A realização da utopia da imortalidade
Por Christian Mailer.
No filme Transcendence, um homem prestes a morrer transfere todas suas memórias para uma máquina, a fim de perpetuar seus conhecimentos para além de sua vida. Essa história, apesar de ter sido lançada recentemente (2014), seria vista como uma ficção utópica da imortalidade em um passado recente. No entanto, tal interpretação, hoje, já não seria a mais adequada.
Nos últimos anos, principalmente nos últimos dois anos, muitos avanços foram realizados no campo da inteligência artificial, demonstrando as mais diversas áreas de aplicação dessa tecnologia, que é capaz, até mesmo, de substituir os humanos em algumas tarefas. O exemplo mais popular, talvez, seja o do ChatGPT, sistema de Inteligência Artificial criado pela OpenAI que funciona como um chatbot, no qual o usuário pode inserir perguntas ou requisições a serem atendidas pelo robô. Por exemplo, é possível pedir para que o Chat-GPT escreva pequenos textos sobre um determinado tema ou resolva equações matemáticas complexas envolvendo derivadas e integrais.

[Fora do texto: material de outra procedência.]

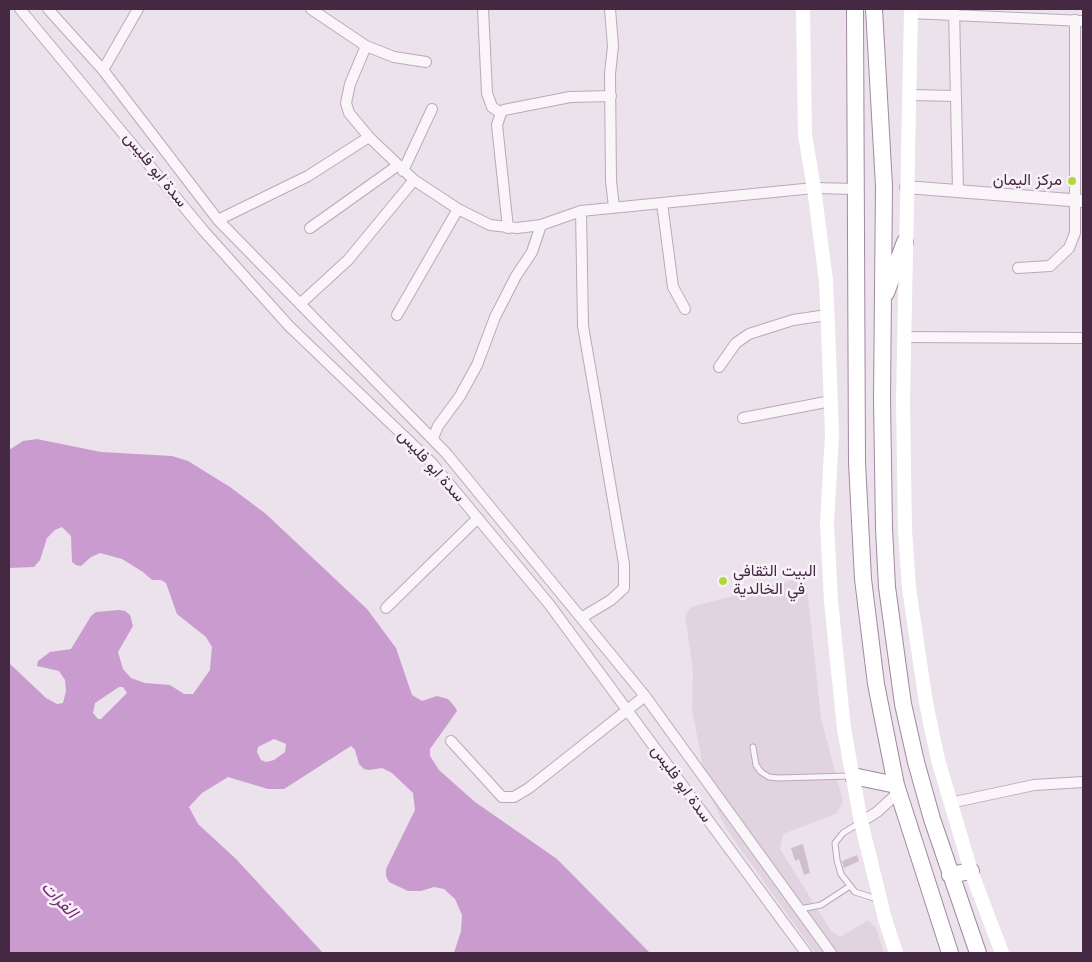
<!DOCTYPE html>
<html>
<head>
<meta charset="utf-8">
<style>
	body { margin:0 }
	#map { position:relative; width:1092px; height:962px; overflow:hidden; background:#ebe2eb; font-family:Helvetica,sans-serif }
	canvas { display:block }
	.frame { position:absolute; inset:0; border:10px solid #452943; pointer-events:none }
</style>
</head>
<body>
<div id="map">
<canvas width="1092" height="962"></canvas>
<div class="frame"></div>
</div>
<script>
const ctx = document.querySelector('canvas').getContext('2d');
ctx.lineJoin = 'round';
function fillPath(path, color) { ctx.fillStyle = color; ctx.fill(path, 'evenodd'); }
const poly = rows => new Path2D(rows.map(r => 'M' + r).join(''));
function stroke(path, color, width, dash) { ctx.strokeStyle = color; ctx.lineWidth = width; ctx.lineCap = dash ? 'butt' : 'round'; ctx.setLineDash(dash || []); ctx.stroke(path); }
function label(font, color, halo, rows, align = 'center') {
  ctx.font = font + ' Helvetica,Vazirmatn,sans-serif'; ctx.lineWidth = 5; ctx.setLineDash([]); ctx.textBaseline = 'middle'; ctx.strokeStyle = halo; ctx.fillStyle = color; for (const [text, x, y, turn = 0] of rows) {
    ctx.save(); ctx.translate(x, y); ctx.rotate((+turn || 0) * Math.PI / 180); ctx.textAlign = isNaN(turn) ? turn : align; if (halo) ctx.strokeText(text, 0, 0); ctx.fillText(text, 0, 0); ctx.restore();
  }
}
const built = poly([
	[804,577,807,588,821,718,843,802,836,814,783,834,780,849,831,931,840,937,868,920,876,928,884,953,815,953,727,830,708,792,692,710,693,670,685,616,691,607]
]);
const water = poly([
	[37,439,101,452,172,456,188,461,230,487,266,514,367,609,396,648,412,695,422,701,437,696,448,699,455,707,457,711,430,749,430,756,439,770,475,802,557,859,650,953,454,953,461,931,462,915,455,899,444,889,434,887,421,891,408,891,389,882,386,876,386,869,415,810,413,793,392,773,382,768,369,770,364,769,359,764,355,750,351,746,284,789,268,789,228,777,202,793,189,807,198,824,236,859,323,953,9,953,9,663,46,698,57,704,63,703,66,691,65,680,59,671,37,666,38,661,50,652,71,649,91,616,96,612,119,610,125,611,130,615,133,626,118,652,123,669,131,678,145,683,170,685,184,694,193,694,210,670,211,657,212,647,206,637,177,614,166,583,161,580,152,580,143,572,122,559,100,553,91,557,81,566,76,565,72,562,71,536,62,527,55,530,47,538,40,560,34,567,9,568,9,450,23,441],
	[119,687,123,687,127,693,101,719,98,719,93,713,95,703],
	[274,739,286,744,285,752,274,760,266,762,261,760,257,752,258,747]
]);
const building = poly([
	[803,844,810,873,804,875,799,859,795,861,791,848],
	[857,855,859,861,844,868,842,861]
]);
const service = poly([
	[753,747,756,765,761,772,769,777,778,778,850,776],
	[861,822,843,833,835,843,837,860,841,874,855,892,877,899],
	[800,909,821,905,850,886]
]);
const minor = poly([
	[20,9,203,230,289,326,431,462,549,604,806,953],
	[48,9,103,70,218,220,446,453,645,696,831,953],
	[311,9,366,46,350,84,346,103,349,113,369,137,414,180,458,209,490,225,517,228,541,225,581,211,814,188,857,189],
	[483,9,487,93,492,107,501,113],
	[610,9,613,46,610,74,611,181,614,207],
	[954,9,958,190],
	[910,13,1083,21],
	[366,46,394,57,426,62],
	[103,70,138,9],
	[910,95,956,96],
	[403,171,432,109],
	[662,203,673,287,685,309],
	[218,220,308,176,369,137],
	[310,228,397,166],
	[508,228,497,125,501,113,504,110,570,97,611,96],
	[1018,268,1050,266,1069,248,1075,233,1075,20],
	[300,304,348,260,414,180],
	[397,315,458,209],
	[904,337,1083,338],
	[719,367,736,343,749,334,793,320,827,315],
	[743,418,831,401],
	[433,438,438,426,460,396,477,365,495,317,516,276,532,252,541,225],
	[386,608,478,518],
	[581,618,611,600,624,588,624,564,583,326,581,211],
	[451,741,502,797,514,797,529,788,645,696],
	[950,803,1034,785,1083,782],
	[861,822,877,812,898,793]
]);
const tertiary = poly([
	[906,187,1083,201]
]);
const secondary = poly([
	[803,9,805,135,814,188,826,281,828,327,832,434,827,524,831,601,844,729,861,822,885,919,896,953],
	[911,9,903,401,905,530,909,588,926,703,938,760,971,871,1002,953]
]);
const trunk = poly([
	[855,9,857,463,863,579,876,684,896,785,950,953],
	[874,9,884,186,882,399,884,528,887,587,903,704,916,762,932,819,978,953],
	[886,293,905,242],
	[853,776,896,785],
	[950,875,971,871]
]);
const markers = [
	[1072,181,5,"#afd83f"],
	[723,581,5,"#afd83f"]
];
const streetNames = [
	["سدة ابو فليس",155,170,51],
	["سدة ابو فليس",431,466,48],
	["سدة ابو فليس",681,784,54]
];
const poiNames = [
	["مركز اليمان",1062,181],
	["البيت الثقافي",733,572,"left"],
	["في الخالدية",733,590,"left"]
];
const waterNames = [
	["الفرات",59,900,46]
];
fillPath(built, '#e1d4e0');
fillPath(water, '#ca9bce');
fillPath(building, '#cfbfce');
stroke(service, '#b9aab9', 7);
stroke(minor, '#b9aab9', 12);
stroke(tertiary, '#b9aab9', 14);
stroke(trunk, '#a388a3', 18);
stroke(service, '#f9f5f9', 5);
stroke(minor, '#f9f5f9', 10);
stroke(tertiary, '#f9f5f9', 12);
stroke(secondary, '#fff', 14);
stroke(trunk, '#fff', 16);
for (const [x, y, r, color] of markers) { const dot = new Path2D(); dot.arc(x, y, r, 0, 2 * Math.PI); ctx.fillStyle = color; ctx.fill(dot); stroke(dot, '#f8f2f8', 2); }
label('16px', '#452943', '#f8f2f8', streetNames);
label('16px', '#452943', '#f8f2f8', poiNames, 'right');
label('italic 18px', '#7a2f7c', '#f8f2f8', waterNames);
</script>
</body>
</html>
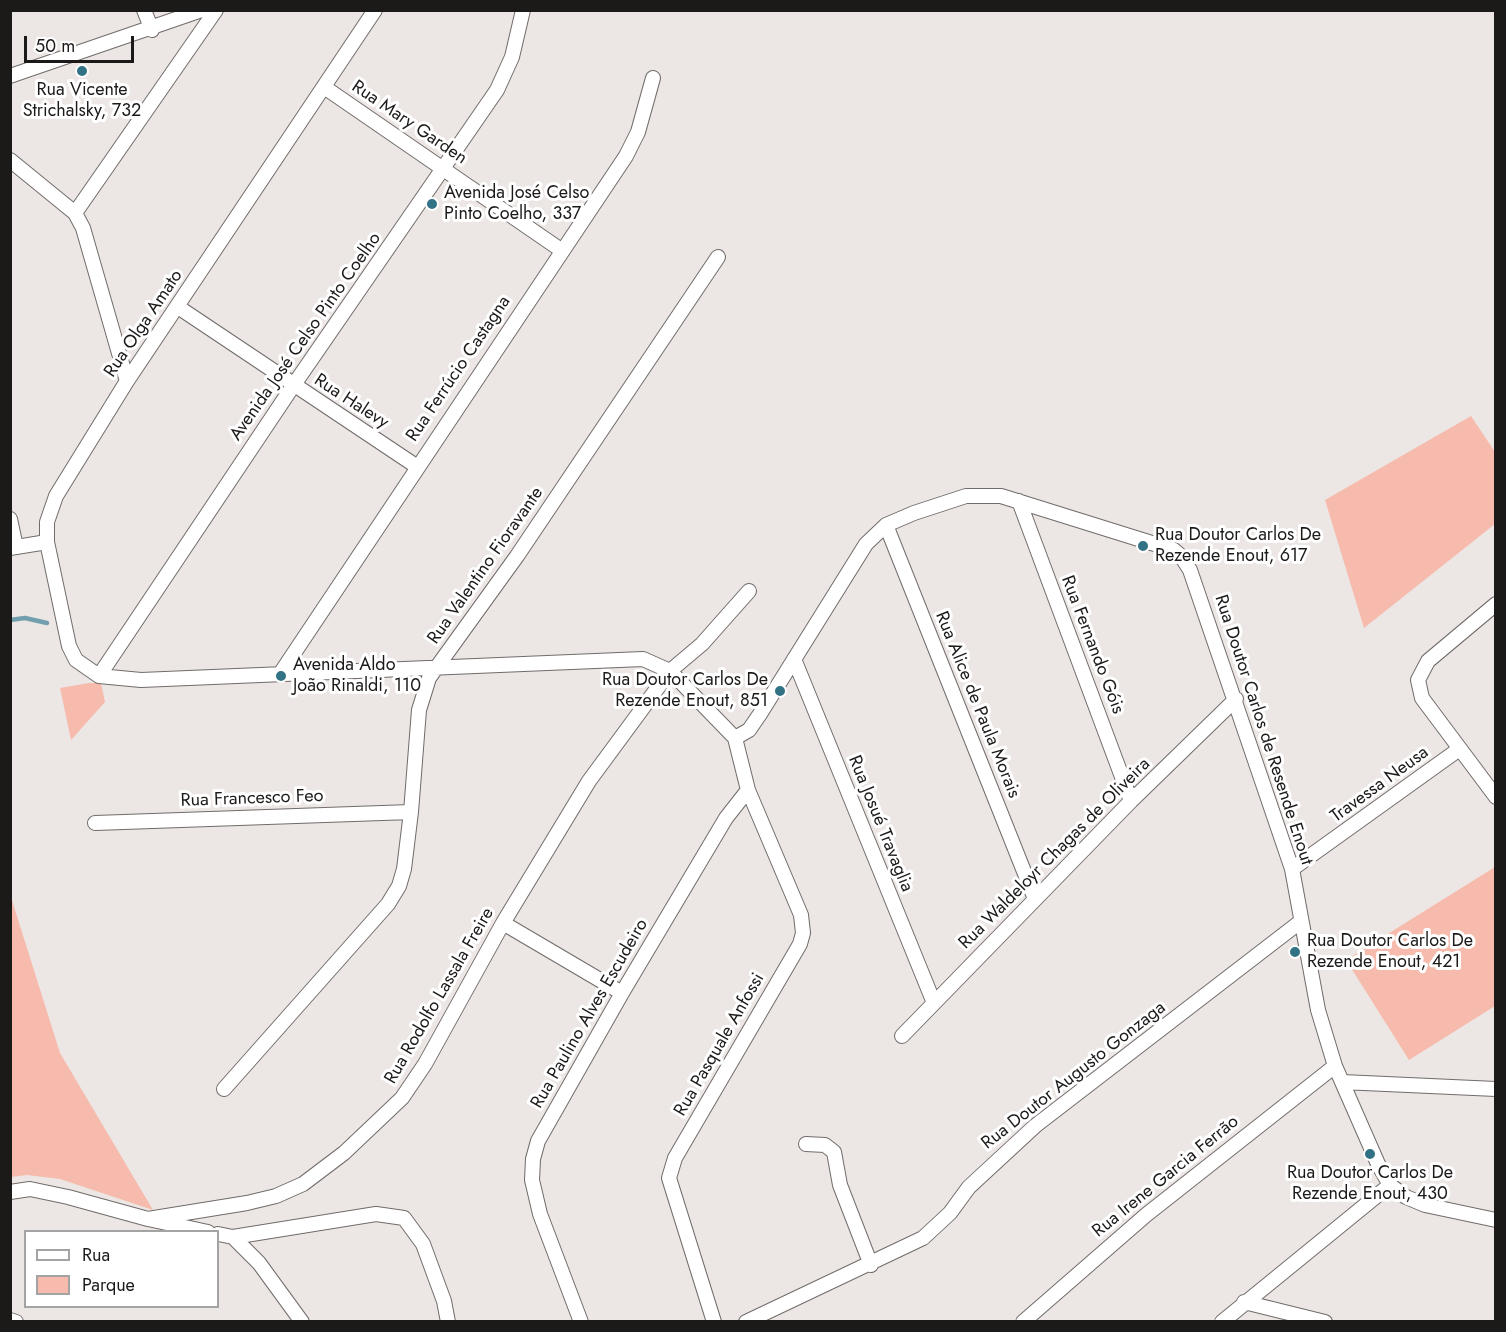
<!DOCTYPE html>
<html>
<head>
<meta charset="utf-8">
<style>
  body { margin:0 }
  #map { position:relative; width:1506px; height:1332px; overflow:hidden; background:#ece6e4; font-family:Jost,sans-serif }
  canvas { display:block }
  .frame { position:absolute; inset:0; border:12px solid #1c1a19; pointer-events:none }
  .legend { position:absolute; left:24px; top:1230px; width:195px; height:78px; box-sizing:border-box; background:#fff; border:2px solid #a4a3a3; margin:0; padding:8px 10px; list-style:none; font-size:18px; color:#1c1a19 }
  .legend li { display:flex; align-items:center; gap:12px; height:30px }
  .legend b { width:30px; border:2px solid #a4a3a3 }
  .scale { position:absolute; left:24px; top:36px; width:110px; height:27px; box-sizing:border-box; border:3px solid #1c1a19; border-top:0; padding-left:8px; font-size:18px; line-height:21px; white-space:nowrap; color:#1c1a19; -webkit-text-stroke:4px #fff; paint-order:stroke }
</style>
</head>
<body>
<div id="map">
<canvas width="1506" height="1332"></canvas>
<div class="frame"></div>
<ul class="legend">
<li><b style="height:8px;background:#fff"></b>Rua</li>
<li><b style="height:16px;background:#f6bbac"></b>Parque</li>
</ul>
<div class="scale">50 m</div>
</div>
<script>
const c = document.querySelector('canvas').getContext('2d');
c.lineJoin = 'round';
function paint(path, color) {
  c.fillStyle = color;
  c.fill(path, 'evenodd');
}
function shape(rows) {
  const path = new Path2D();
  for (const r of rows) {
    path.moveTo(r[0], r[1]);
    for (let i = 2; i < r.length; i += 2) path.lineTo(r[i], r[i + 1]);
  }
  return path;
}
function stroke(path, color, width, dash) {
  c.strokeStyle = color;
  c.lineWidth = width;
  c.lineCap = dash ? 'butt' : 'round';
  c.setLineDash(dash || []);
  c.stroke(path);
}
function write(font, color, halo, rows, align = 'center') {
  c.font = font + ' Jost,sans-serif';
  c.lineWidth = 6;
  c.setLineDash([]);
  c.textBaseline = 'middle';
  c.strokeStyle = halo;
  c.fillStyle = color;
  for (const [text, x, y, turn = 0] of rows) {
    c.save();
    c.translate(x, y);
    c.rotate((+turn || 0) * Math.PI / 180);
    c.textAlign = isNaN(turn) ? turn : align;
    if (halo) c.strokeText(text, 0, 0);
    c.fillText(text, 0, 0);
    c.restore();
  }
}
paint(shape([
  [1471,416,1495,452,1495,524,1364,628,1325,500],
  [89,683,101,683,105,702,71,740,60,688],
  [1495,867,1495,1006,1409,1060,1346,960],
  [10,894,60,1053,153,1210,60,1179,27,1175,11,1177]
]), '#f6bbac');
stroke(shape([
  [10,620,25,618,47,623]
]), '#719fad', 4.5);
const street = shape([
  [144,10,152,30],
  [375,10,127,381,56,496,47,522,47,542,69,646,76,660,99,676,141,680,643,659,670,671,735,738,748,790,726,818,622,993,538,1141,533,1159,532,1180,540,1214,581,1322],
  [10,76,202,10],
  [324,87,561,250],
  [10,160,75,213,83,228,127,381],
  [75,213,216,10],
  [178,307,416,466],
  [1019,501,1131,801],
  [10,519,16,547],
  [886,525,1035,899],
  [10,548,47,542],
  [1496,604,1428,661,1418,680,1422,698,1496,797],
  [794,659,934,1003],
  [280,674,626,156,638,132,653,78],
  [99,676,293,386,497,90,512,57,523,10],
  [735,738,749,730,760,714,866,544,886,525,914,513,966,496,1001,496,1174,550,1181,556,1190,570,1292,869,1318,1010,1335,1066,1378,1164,1390,1185,1406,1197,1425,1205,1496,1220],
  [95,823,411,812],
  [1292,869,1458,750],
  [503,923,622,993],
  [902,1036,1131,801,1236,699],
  [1342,1082,1496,1089],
  [224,1089,388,904,399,886,404,869,411,812,419,710,429,678,517,556,718,257],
  [806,1144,825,1145,834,1152,840,1185,871,1265],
  [10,1192,30,1189,68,1197,148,1219,208,1232],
  [148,1219,247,1203,276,1196,303,1184,344,1153,402,1098,425,1064,503,923,589,781,670,671,702,644,749,591],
  [218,1234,233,1237,259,1263,302,1322],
  [233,1237,376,1214,404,1218,423,1244,444,1301,448,1322],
  [1244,1302,1325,1322],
  [10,1320,16,1322],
  [714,1322,669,1178,675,1158,800,944,803,933,801,915,748,790],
  [746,1322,923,1238,950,1213,969,1187,1035,1126,1300,922],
  [1023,1322,1146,1215,1335,1066],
  [1222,1322,1390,1185]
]);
stroke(street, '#716c6a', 16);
stroke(street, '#fff', 14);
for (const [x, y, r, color] of [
  [82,71,6,"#317285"],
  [432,204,6,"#317285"],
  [1143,546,6,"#317285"],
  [281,676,6,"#317285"],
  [780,691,6,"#317285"],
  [1295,952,6,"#317285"],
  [1370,1154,6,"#317285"]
]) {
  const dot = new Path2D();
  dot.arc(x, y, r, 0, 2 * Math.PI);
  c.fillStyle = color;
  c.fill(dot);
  stroke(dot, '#fff', 2);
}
write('18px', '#1c1a19', '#fff', [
  ["Rua Vicente",82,91,"center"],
  ["Strichalsky, 732",82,112,"center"],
  ["Avenida José Celso",444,194],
  ["Pinto Coelho, 337",444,215],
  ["Rua Doutor Carlos De",1155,536],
  ["Rezende Enout, 617",1155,557],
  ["Avenida Aldo",293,666],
  ["João Rinaldi, 110",293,687],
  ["Rua Doutor Carlos De",768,681,"right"],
  ["Rezende Enout, 851",768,702,"right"],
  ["Rua Doutor Carlos De",1307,942],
  ["Rezende Enout, 421",1307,963],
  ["Rua Doutor Carlos De",1370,1174,"center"],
  ["Rezende Enout, 430",1370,1195,"center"]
], 'left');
write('18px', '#1c1a19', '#fff', [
  ["Rua Mary Garden",409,123,34],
  ["Rua Olga Amato",144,324,-56],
  ["Avenida José Celso Pinto Coelho",306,337,-55],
  ["Rua Ferrúcio Castagna",459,369,-56],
  ["Rua Halevy",351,402,33],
  ["Rua Valentino Fioravante",486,566,-55],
  ["Rua Fernando Góis",1092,645,69],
  ["Rua Alice de Paula Morais",977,705,68],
  ["Rua Doutor Carlos de Resende Enout",1263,730,72],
  ["Travessa Neusa",1380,785,-36],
  ["Rua Francesco Feo",252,799,-2],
  ["Rua Josué Travaglia",880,824,68],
  ["Rua Waldeloyr Chagas de Oliveira",1055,854,-45],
  ["Rua Rodolfo Lassala Freire",440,996,-60],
  ["Rua Paulino Alves Escudeiro",590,1014,-60],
  ["Rua Pasquale Anfossi",720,1045,-60],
  ["Rua Doutor Augusto Gonzaga",1074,1076,-38],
  ["Rua Irene Garcia Ferrão",1166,1177,-39]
]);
</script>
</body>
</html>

A precisão e a lógica das respostas do sistema ChatGPT são dignas de serem confundidas com as respostas de uma pessoa humana. É claro que, em vários casos, o sistema provê soluções incorretas, no entanto, esse fato pode ser relevado quando pensamos no sistema como ferramenta auxiliar de uma pessoa que já possui conhecimentos em uma determinada área. Ainda assim, suscita-se o questionamento de como será a próxima versão desse sistema e o que ele será capaz de realizar.
Além dos chatbots, há ainda sistemas de Inteligência Artificial capazes de criar imagens, como o Stable Diffusion, objetos 3D, como o Dream Fusion, e muitos outros que podem ser aplicados em pequenas tarefas como transcrição de falas, conversão de imagens em textos, calibração de baterias, edição de fotografias e muitas outras. Aos poucos, a Inteligência Artificial vem assumindo maior influência no cotidiano das pessoas, mesmo que de forma indireta.
Imagem de robôs criada artificialmente pelo sistema Stable Diffusion. Fonte: do autor.
Nunca antes na história da humanidade a resposta para a imortalidade esteve tão perto quanto agora. Assim como em Transcendence, seria possível treinar um sistema fortemente baseado nos conhecimentos e emoções de uma pessoa específica para que ela, ou pelo menos sua consciência, seja imortalizada artificialmente. Um tipo de imortalidade diferente do imaginado nas mitologias e histórias seculares de alquimistas. Um pouco assustador à primeira vista e à segunda também.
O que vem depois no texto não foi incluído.